Succomber à la tentation

Désir de s'informer, de voyager, de s'évader. Désir de se perdre et de se retrouver dans les pages d'un livre devenu objet de désir, voilà ce que proposent cette année les organisateurs du 42e Salon du livre du Saguenay-Lac-Saint-Jean qui se poursuit jusqu'à demain, à Saguenay, sous le thème «Tes désirs sont des livres».

Pour le directeur général de l'événement, Richard Lafleur, il ne fait nul doute que les livres ont un énorme potentiel que le salon a la responsabilité de mettre de l'avant. «Avec la lecture — et le livre québécois —, on peut à peu près combler tous nos désirs», affirme celui qui tient les rênes de cette nouvelle formule allégée, passée l'an dernier de cinq à quatre jours.

Avec le recul, la coupure aura été salutaire, permettant aux organisateurs de resserrer leur programmation, mais aussi de bonifier leur offre jeunesse. Désormais, ce sont d'ailleurs les jeunes qui ouvrent le salon.
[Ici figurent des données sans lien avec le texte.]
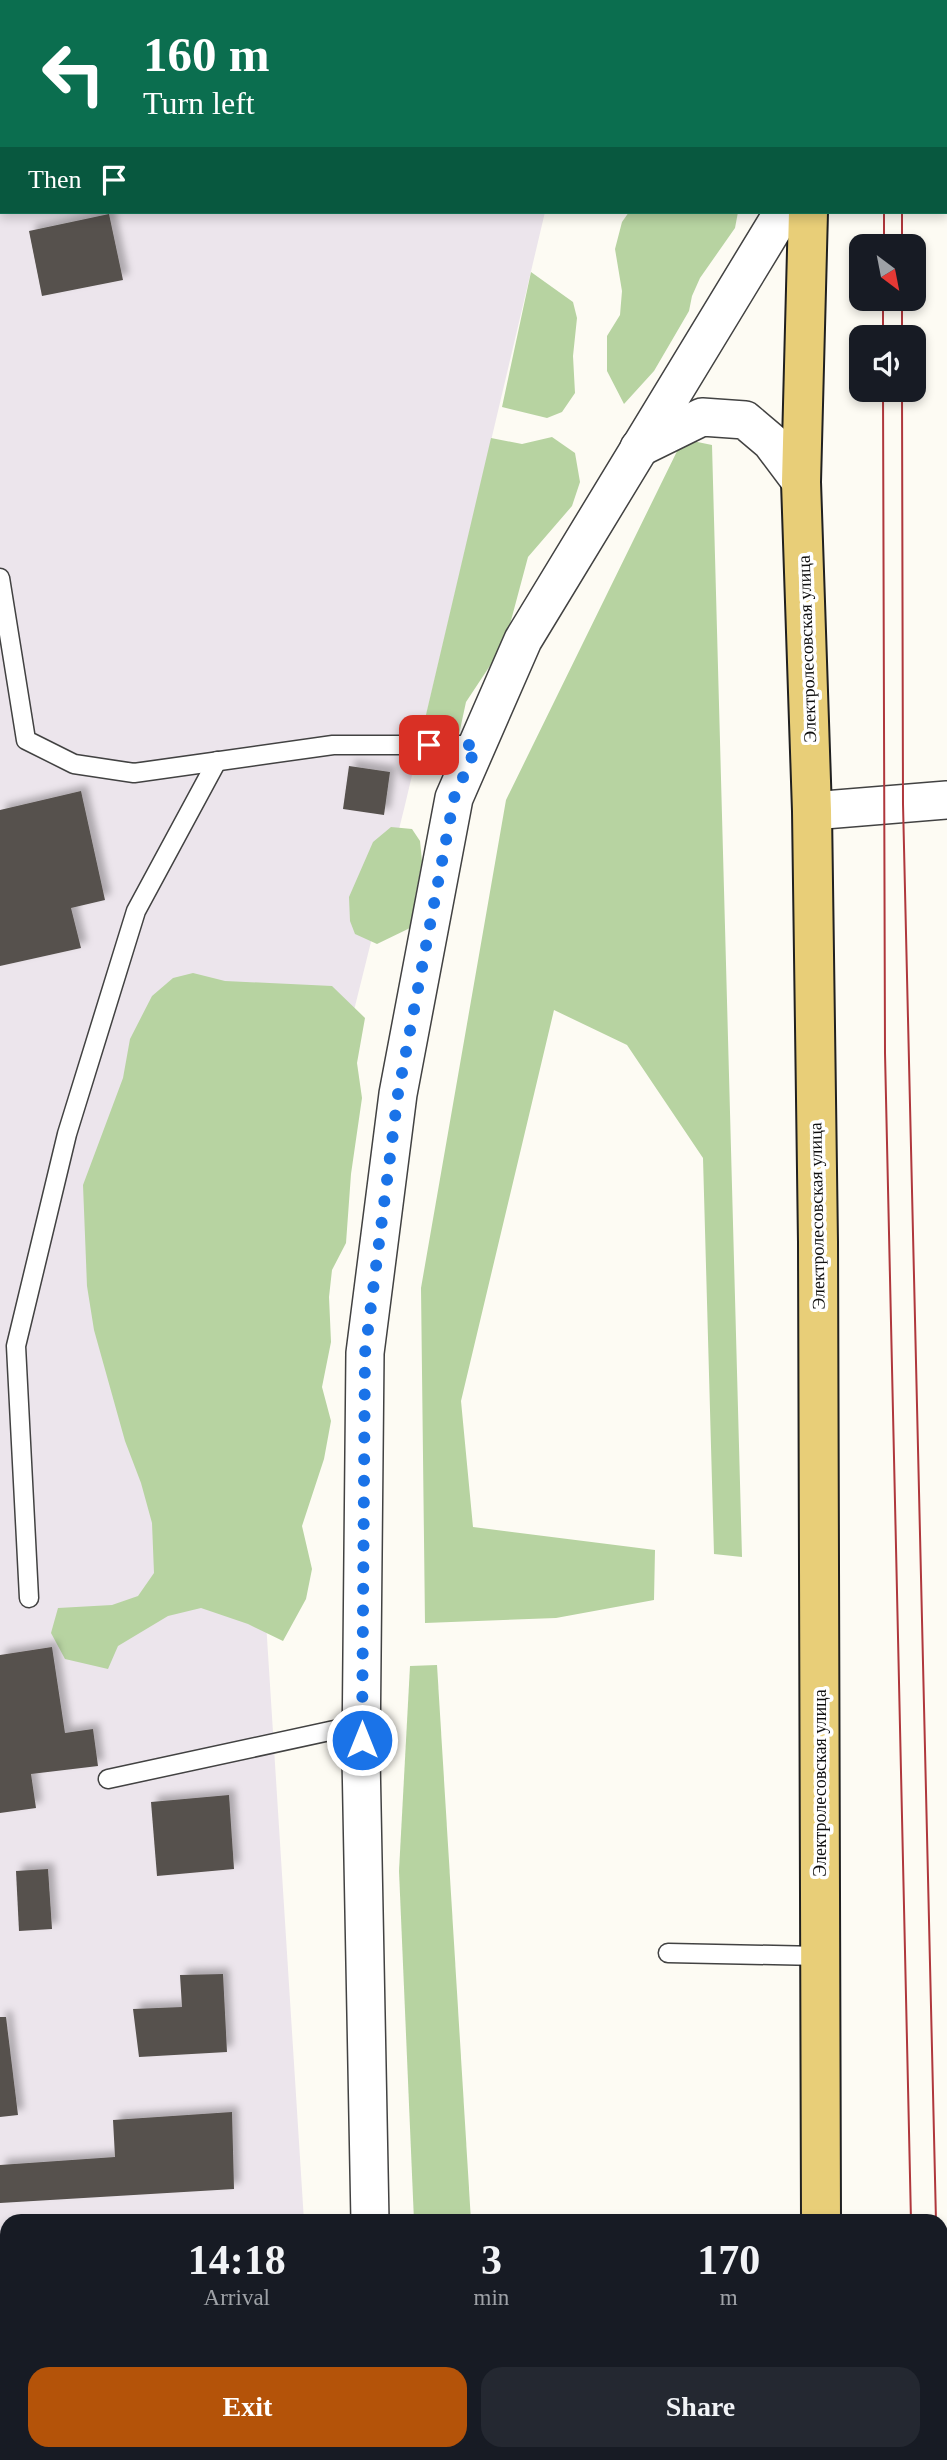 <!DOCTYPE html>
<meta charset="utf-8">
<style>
:root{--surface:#171b24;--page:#242831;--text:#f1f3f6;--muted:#9ea1a6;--accent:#b45309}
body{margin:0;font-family:Georgia,serif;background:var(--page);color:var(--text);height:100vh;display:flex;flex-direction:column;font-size:26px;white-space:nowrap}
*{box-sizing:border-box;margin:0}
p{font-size:23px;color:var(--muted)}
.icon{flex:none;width:38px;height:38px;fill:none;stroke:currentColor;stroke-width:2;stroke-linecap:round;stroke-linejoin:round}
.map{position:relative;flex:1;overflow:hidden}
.side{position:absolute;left:0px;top:2214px;width:948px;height:247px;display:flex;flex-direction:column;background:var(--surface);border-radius:21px 21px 0 0;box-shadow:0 4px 10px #0003}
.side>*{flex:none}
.banner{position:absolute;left:0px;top:0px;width:948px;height:214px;box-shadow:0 4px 10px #0003;background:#0b6e4f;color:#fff;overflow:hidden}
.needle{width:46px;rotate:148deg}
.fabs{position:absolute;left:849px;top:234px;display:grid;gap:14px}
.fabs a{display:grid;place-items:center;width:77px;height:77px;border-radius:14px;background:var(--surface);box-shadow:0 4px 10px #0003;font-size:35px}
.pin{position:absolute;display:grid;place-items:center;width:60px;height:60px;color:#fff;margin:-30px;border-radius:14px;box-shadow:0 4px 10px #0006}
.me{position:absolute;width:77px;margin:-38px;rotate:0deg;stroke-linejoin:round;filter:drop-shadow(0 0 5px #0008)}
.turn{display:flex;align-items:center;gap:24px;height:147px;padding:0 28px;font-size:32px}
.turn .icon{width:91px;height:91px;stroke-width:2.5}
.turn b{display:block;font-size:49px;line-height:60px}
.then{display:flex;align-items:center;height:66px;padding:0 28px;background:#0003;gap:14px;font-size:26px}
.eta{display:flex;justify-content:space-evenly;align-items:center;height:119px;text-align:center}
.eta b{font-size:42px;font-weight:700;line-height:49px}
.cta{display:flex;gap:14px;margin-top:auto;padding:14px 28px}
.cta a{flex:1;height:80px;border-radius:21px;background:var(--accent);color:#fff;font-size:28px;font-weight:700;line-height:80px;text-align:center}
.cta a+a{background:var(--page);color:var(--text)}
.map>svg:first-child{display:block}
.industrial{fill:#ece5ec}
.forest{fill:#b7d3a1}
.building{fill:#56514d;filter:url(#shadow)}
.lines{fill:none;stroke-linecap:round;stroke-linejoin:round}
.lane-casing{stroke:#424242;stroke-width:21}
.street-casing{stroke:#424242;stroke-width:40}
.secondary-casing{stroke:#313131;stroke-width:42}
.primary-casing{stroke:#202020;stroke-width:42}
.lane{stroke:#fff;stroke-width:18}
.street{stroke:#fff;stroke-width:37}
.secondary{stroke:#f5efb6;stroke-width:38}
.primary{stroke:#e8ce78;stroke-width:38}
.tram{stroke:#af373c;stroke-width:2}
.route{stroke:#1a73e8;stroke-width:12;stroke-dasharray:0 21.6}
.labels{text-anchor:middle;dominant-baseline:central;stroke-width:7;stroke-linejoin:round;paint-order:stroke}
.street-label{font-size:18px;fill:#0f0f0f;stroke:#fff}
</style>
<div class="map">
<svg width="947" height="2460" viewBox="0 0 947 2460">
<defs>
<filter id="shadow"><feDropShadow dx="6" dy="-6" stdDeviation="3.5" flood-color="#0004"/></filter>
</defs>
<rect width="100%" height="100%" fill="#fdfbf3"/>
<polygon class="industrial" points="0,0 567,0 2,2 2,212 545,212 405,805 253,1417 304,2221 7,2221 7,2454 319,2454 320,2460 0,2460"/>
<g class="forest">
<polygon points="629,212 738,212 735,228 700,278 692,296 689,311 654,371 624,404 607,371 607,336 620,315 622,291 615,249 622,222"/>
<polygon points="531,272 573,302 577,318 573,356 575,393 562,412 547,418 502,407"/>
<polygon points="552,437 575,453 580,482 572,506 528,557 505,643 466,702 455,753 421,736 491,438 522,444"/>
<polygon points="683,439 712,445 742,1557 714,1554 703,1158 627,1045 554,1010 461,1401 473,1527 655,1550 654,1600 556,1618 425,1623 421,1288 506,800"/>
<polygon points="391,827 412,829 420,841 422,861 415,898 417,912 410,928 377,944 355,934 350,921 349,897 373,842"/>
<polygon points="193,973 225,981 332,986 365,1018 357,1063 362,1098 351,1174 346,1243 332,1270 329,1297 331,1342 322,1387 331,1421 324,1459 302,1526 312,1569 306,1599 283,1641 248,1624 201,1608 168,1616 118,1646 108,1669 65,1659 51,1633 58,1608 112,1605 138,1596 154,1573 152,1523 141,1483 125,1441 94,1330 87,1286 83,1185 123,1078 130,1039 152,996 173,978"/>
<polygon points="437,1665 471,2221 414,2221 399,1871 410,1666"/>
<polygon points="493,2454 581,2454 581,2460 487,2460"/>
<polygon points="616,2454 669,2454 670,2460 611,2460"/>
</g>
<g class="building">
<polygon points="109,214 123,280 42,296 29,231"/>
<polygon points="349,766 390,772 384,815 343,809"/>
<polygon points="81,791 105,900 71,908 81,948 0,966 0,810"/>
<polygon points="52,1647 65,1733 93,1729 98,1766 31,1774 36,1808 0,1813 0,1655"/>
<polygon points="229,1795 234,1869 157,1876 151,1802"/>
<polygon points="48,1869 52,1929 19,1931 16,1871"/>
<polygon points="223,1974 227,2052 139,2057 133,2009 182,2007 180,1975"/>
<polygon points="0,2017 6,2017 18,2115 0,2117"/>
<polygon points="232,2112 234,2189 0,2203 0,2165 115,2157 113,2120"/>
</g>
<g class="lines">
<defs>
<g id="lane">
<polyline points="0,578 26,740 74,764 134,773 333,745 477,745"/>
<polyline points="29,1598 16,1346 67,1134 136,911 217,761"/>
<polyline points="108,1779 362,1724"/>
<polyline points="668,1953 820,1956"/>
</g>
<g id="street">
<polyline points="639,448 702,417 745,420 771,442 801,482"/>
<polyline points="812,811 947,800"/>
<polyline points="370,2221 361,1756 365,1353 398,1094 454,798 523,640 783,212"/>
<polyline points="375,2454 376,2460"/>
</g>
<polyline id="secondary" points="928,2 929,0"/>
<g id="primary">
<polyline points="809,2 809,0"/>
<polyline points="808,212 801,482 812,811 818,1242 821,2221"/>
<polyline points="822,2454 822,2460"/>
</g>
</defs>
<use href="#lane" class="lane-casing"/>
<use href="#street" class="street-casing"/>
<use href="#secondary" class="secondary-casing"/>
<use href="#primary" class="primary-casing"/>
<use href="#lane" class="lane"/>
<use href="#street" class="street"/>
<use href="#secondary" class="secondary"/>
<use href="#primary" class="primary"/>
<g class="tram">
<polyline points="886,2 886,0"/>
<polyline points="902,2 902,0"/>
<polyline points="902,212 902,247"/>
<polyline points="884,247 884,212"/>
<polyline points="902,299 902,338"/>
<polyline points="883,338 883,299"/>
<polyline points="883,390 885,1053 911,2221"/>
<polyline points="902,390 903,804 936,2221"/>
<polyline points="916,2454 916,2460"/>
<polyline points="941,2454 941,2460"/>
</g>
</g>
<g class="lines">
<polyline class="route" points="362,1740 365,1353 398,1094 454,798 477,745 429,745"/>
</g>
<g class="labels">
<g class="street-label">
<text transform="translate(807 649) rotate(-92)">Электролесовская улица</text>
<text transform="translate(817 1216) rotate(-91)">Электролесовская улица</text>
<text transform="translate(820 1783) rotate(-90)">Электролесовская улица</text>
</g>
</g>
</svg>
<div class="fabs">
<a><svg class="needle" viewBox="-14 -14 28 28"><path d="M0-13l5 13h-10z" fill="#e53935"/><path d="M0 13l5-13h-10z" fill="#9ea1a6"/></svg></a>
<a><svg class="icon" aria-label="sound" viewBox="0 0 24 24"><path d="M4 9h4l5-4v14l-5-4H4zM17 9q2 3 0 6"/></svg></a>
</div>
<div class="pin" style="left:429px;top:745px;background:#d93025"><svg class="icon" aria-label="arrive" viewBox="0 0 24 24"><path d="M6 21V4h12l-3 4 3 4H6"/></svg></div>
<svg class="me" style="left:362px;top:1740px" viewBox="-20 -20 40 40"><circle r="17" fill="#1a73e8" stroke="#fff" stroke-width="3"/><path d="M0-11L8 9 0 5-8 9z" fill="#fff"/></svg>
<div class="banner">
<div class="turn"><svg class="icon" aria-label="left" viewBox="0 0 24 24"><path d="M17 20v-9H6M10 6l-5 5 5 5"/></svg><div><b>160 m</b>Turn left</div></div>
<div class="then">Then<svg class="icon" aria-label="arrive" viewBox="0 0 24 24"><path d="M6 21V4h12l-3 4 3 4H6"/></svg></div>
</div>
<section class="side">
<div class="eta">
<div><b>14:18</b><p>Arrival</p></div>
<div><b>3</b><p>min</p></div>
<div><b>170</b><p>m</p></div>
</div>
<div class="cta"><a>Exit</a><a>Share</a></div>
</section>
</div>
Jeudi, on attendait de pied ferme ces quelque 4000 élèves qui, encore l'an dernier, avaient brillé par leur absence en raison du boycott des enseignants. Cette année, même les tout-petits des CPE sont de la fête dans le «Toup'tit salon» qui leur est réservé.
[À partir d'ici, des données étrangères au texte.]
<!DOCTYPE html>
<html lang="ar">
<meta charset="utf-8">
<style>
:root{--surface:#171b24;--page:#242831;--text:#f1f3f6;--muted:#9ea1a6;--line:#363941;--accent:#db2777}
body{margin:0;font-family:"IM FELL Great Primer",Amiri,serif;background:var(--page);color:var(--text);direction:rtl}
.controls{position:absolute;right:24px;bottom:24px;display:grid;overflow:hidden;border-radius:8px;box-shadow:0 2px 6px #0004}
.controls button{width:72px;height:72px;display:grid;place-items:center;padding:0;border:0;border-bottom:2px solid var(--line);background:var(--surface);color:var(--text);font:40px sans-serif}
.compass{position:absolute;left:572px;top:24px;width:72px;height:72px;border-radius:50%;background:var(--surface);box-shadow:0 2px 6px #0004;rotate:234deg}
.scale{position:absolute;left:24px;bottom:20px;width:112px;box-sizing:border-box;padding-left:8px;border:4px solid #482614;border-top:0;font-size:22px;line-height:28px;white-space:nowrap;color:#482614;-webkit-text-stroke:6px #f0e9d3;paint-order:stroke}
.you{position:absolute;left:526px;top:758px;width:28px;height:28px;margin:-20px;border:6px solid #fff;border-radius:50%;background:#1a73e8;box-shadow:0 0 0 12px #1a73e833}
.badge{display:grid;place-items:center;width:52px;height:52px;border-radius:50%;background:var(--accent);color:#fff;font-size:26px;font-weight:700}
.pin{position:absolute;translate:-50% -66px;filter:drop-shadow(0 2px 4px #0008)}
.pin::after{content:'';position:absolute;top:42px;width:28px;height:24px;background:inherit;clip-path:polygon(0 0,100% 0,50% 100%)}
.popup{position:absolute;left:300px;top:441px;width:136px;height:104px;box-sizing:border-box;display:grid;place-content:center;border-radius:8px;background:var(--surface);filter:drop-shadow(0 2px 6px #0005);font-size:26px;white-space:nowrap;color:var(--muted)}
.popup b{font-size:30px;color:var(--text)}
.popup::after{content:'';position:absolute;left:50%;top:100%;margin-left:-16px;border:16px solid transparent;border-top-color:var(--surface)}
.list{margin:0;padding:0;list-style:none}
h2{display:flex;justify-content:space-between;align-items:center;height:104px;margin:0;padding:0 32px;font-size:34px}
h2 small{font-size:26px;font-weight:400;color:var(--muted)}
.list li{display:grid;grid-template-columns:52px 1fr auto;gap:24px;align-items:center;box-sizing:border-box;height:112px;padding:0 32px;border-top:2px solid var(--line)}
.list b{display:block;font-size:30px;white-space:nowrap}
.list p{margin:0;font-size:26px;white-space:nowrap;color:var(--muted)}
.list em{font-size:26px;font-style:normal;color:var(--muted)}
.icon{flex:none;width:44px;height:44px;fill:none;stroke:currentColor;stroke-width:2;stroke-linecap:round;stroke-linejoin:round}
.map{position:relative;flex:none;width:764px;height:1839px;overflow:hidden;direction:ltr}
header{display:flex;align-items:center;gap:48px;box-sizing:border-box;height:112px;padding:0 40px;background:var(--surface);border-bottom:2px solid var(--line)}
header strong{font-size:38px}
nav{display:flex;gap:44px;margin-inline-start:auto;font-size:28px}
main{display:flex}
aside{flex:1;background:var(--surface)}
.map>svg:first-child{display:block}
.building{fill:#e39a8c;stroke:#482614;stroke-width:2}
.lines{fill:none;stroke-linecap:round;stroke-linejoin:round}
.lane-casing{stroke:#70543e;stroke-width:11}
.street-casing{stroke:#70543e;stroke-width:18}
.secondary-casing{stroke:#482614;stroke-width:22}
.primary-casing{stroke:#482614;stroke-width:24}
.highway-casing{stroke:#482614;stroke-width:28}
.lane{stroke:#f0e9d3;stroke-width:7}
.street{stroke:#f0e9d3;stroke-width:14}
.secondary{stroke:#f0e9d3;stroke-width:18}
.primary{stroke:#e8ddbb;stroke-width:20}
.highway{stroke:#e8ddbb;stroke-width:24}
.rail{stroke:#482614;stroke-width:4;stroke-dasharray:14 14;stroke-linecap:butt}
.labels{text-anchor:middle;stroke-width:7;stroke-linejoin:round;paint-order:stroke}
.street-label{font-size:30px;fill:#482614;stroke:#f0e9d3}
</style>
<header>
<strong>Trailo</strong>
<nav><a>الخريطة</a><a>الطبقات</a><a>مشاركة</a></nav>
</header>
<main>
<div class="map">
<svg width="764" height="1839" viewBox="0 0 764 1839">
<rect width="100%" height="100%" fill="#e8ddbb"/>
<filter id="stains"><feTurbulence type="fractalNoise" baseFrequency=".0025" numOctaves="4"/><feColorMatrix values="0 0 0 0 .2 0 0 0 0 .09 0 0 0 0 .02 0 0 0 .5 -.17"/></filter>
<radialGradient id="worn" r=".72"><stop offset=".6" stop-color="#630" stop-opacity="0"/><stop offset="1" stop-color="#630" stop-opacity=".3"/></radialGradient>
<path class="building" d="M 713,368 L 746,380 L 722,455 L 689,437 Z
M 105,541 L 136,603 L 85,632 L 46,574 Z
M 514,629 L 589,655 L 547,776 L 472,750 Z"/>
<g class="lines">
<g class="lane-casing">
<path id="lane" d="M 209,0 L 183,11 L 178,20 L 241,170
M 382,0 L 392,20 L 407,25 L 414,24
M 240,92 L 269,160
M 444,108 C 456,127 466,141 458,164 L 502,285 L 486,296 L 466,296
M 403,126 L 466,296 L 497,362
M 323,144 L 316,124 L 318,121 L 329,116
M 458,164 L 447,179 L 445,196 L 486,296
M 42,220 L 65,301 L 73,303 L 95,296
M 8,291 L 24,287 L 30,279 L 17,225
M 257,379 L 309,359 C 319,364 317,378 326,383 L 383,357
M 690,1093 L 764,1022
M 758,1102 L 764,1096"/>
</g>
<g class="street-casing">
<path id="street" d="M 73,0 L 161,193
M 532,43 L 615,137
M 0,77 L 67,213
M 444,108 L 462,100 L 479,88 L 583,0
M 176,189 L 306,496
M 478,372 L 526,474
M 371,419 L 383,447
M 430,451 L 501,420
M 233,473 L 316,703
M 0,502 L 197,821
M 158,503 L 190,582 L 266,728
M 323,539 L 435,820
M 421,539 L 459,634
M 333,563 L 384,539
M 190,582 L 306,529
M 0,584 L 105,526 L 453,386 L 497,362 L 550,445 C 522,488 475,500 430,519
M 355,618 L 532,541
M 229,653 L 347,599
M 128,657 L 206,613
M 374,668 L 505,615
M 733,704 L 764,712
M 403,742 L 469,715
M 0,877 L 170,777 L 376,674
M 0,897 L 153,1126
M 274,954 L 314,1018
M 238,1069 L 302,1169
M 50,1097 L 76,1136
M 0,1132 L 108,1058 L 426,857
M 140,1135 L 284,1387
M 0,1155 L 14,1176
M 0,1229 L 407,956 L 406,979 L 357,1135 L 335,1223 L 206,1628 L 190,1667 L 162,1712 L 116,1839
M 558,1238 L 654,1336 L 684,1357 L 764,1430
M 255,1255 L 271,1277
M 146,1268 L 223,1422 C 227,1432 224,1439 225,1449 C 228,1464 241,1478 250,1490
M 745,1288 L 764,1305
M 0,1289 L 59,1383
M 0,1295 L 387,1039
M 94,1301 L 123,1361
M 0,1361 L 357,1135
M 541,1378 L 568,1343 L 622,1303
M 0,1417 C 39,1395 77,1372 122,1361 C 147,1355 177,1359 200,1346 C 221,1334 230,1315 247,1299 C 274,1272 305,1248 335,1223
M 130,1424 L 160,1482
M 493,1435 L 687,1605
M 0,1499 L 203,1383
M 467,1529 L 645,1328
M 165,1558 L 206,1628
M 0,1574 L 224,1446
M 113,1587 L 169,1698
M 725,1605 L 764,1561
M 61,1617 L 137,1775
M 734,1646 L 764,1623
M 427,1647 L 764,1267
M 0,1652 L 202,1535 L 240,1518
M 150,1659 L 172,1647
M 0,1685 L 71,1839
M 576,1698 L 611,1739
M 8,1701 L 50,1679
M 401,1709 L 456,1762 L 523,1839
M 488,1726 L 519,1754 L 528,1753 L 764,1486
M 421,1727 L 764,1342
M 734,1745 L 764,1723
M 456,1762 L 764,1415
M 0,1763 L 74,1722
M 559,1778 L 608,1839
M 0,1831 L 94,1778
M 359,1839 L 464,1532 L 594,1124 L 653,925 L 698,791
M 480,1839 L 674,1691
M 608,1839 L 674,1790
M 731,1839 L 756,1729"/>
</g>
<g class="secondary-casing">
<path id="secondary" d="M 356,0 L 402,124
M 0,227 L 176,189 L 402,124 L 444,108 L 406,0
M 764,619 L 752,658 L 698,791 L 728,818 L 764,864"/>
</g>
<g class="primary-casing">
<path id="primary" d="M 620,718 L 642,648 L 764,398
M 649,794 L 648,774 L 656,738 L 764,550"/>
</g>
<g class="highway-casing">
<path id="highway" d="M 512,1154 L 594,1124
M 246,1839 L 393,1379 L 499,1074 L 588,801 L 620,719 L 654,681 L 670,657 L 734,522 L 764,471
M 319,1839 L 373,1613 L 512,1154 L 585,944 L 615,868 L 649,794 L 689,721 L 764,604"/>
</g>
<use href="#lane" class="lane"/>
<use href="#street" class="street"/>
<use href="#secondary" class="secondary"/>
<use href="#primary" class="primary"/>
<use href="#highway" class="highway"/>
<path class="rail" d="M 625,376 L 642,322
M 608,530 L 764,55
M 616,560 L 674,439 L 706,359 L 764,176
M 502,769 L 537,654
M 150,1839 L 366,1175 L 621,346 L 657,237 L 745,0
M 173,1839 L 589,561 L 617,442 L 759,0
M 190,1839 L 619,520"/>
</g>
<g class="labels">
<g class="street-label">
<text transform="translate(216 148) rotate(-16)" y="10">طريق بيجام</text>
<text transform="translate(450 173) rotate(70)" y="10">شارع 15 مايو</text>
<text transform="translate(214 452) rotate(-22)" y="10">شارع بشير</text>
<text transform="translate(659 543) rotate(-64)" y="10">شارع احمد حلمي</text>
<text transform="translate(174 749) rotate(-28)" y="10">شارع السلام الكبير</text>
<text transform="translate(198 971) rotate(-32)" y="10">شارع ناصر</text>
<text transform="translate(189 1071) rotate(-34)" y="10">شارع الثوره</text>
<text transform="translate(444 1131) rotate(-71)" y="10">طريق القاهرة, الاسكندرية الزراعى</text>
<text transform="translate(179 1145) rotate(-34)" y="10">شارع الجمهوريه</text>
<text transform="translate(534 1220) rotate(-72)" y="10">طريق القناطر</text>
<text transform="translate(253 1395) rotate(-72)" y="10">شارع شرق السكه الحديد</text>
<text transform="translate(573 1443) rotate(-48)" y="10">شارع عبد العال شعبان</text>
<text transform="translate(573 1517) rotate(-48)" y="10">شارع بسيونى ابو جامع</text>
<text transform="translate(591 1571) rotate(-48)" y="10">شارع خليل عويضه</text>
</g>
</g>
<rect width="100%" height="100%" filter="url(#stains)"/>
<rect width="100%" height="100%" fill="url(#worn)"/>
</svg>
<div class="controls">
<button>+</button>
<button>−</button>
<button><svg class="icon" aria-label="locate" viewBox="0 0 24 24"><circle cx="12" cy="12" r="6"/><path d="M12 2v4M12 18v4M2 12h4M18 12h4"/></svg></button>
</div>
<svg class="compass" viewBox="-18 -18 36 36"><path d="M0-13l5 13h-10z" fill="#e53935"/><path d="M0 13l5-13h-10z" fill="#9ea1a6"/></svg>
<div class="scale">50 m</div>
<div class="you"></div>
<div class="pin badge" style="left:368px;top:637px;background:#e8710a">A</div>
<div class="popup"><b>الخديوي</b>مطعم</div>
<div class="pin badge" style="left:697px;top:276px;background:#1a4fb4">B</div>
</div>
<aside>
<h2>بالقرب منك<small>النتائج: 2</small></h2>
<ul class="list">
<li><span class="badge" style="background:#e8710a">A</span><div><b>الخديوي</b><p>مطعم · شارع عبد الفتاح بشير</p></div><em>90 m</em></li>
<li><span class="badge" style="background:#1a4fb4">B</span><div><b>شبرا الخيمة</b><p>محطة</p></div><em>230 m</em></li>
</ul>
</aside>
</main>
Ce qui ne veut pas dire que les grands soient en reste, assure Richard Lafleur, qui travaille à faire en sorte que l'équilibre soit maintenu, année après année, entre ces deux pôles. «On ne pourrait pas présenter un salon strictement jeunesse ou adulte parce que notre mission est de promouvoir la lecture et le livre auprès de toute la population régionale», rappelle-t-il.

Comme à l'habitude, on retrouvera donc beaucoup d'écrivains de la région, autant ceux qui y vivent encore que ceux qui y sont nés. «Un salon dans une région comme la nôtre ne pourrait pas voir le jour sans qu'il y ait un volet formel d'animation ou de service dédié aux créateurs de cette région, explique M. Lafleur. Notre vocation est très éclatée. On couvre 250 kilomètres, de Petit-Saguenay à Dolbeau.»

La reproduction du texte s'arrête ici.